I had the lid of the flask balanced on one knee, a packet of chocolate buttons on the other and I was carefully opening one of those little pots of UHT milk. Above me, the tree plopped rainwater into the tea and pattered onto my hat like somebody randomly tapping. This was tea-break number two on the Most Difficult Walk I Have Ever Done.

I went West today. I headed out beyond the fossil beach and climbed the steep wooden steps to the coast path that leads to Seaton. The sign said it would take between 3 and 4 hours, would be an 'arduous' journey across 'unpredictable' terrain and included no routes back to the sea or the main road once you were on it. It was all or nothing. I like a challenge. I am clearly missing some wiring.

Little did I know at that hopeful signpost, that this would be the Most Difficult Walk I Have Ever Done. It started raining about an hour in and that made everything slippy. I was roasting under my raincoat but also getting soaked, which left me with the choice of being wet through or being cooked for most of the way. The path itself was a mud-slide through the woods, twisting and turning between the trees and the roots and the brambles, scaling up the cliff and then climbing back down with steep wooden steps. I fell over eight times, slipping in the mud, thinking about Jurassic Park, stumbling in the sopping puddles of murky brown water that line the route. My hands were black with soil and stinging with nettles. Rain pelted me through the trees and yet again the woods seemed interminable.

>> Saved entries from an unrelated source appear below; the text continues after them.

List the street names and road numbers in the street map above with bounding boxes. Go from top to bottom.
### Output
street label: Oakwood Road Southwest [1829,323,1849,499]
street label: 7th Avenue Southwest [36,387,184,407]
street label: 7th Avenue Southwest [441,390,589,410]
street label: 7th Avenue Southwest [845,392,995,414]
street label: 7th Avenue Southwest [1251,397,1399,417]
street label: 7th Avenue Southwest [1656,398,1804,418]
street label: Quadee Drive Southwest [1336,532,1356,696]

So tea-break number two was very welcome, under that tree in the pouring rain. I'd spread my raincoat out over the moss-covered earth and opened up the tin, ready to pour myself out a beautiful cup of hot tea - lid of the flask on one knee, packet of chocolate buttons on the other.

I found myself thinking of my friends, Megan and Adam. They're in Morocco this week. I bet they're not sheltering under a tree drinking tea in the rain. Then there's Rory and Danni. They're in Crete, a beautiful Greek island which is all green, white and blue in my imagination. I pictured fluffy little clouds floating lazily over a deep green ocean and tall cypresses waving against the warm blue sky.

Would I swap? I wondered.

After a while, I came to the conclusion that I really wouldn't. This kind of arduous eight-mile adventure has its own reward, and I like it. Besides, this is what I have chosen - and there is a beauty about the solitude of the woods. Tea rarely tasted sweeter and the leaves have never sounded richer or happier than when blown by the breeze or dripping with rain. We're all different I suppose.

I got to Seaton feeling elated and exhausted, and I settled for some lunch in a little coffee shop there. They had a copy of the Daily Mirror so I skimmed through all the celebrity and sports junk and tackled the crossword. Then I walked along the stony seafront before waiting for the bus back. By that time the rain had really set in and there was no way I was going back the way I came.

I thought up a poem in the bus shelter. It's called Miracle Brew:

Miracle Brew

The rain cascades
On the Perspex cage
Where I wait on a plastic seat
I'm damp and I'm cold
And I ache cos I'm old
And the water's got down
to my feet

The bus won't be here
Until later this year
And the rain trickles
Endlessly on
Past graffiti and smoke
Like a terrible joke
Oh I do hope the bus won't be long!

But miracles do
Come out of the blue
And stop you before you can ask
I remembered with glee
The leftover tea
Which was swirling around in my flask!

Oh miracle brew!
How beautifully you
Come pouring to cheer us all up
I unscrewed the top
And opened the stop
And the tea trickled into the cup

The rain cascades
On the Perspex cage
Where I wait in a world getting wetter
But if you're like me
With a flask of tea
It's already feeling much better

Shortly after this, the bus appeared and for a very welcome two pounds and ninety pence, it took me back to Lyme Regis. I asked the bus driver whether there was a stop near my hotel, and he very kindly stopped right outside it. "There is today!" he said, cheerily. I doubt that would happen in Marrakech or Crete.

Mind you, I have never felt more alive or more exhausted. Or soaked.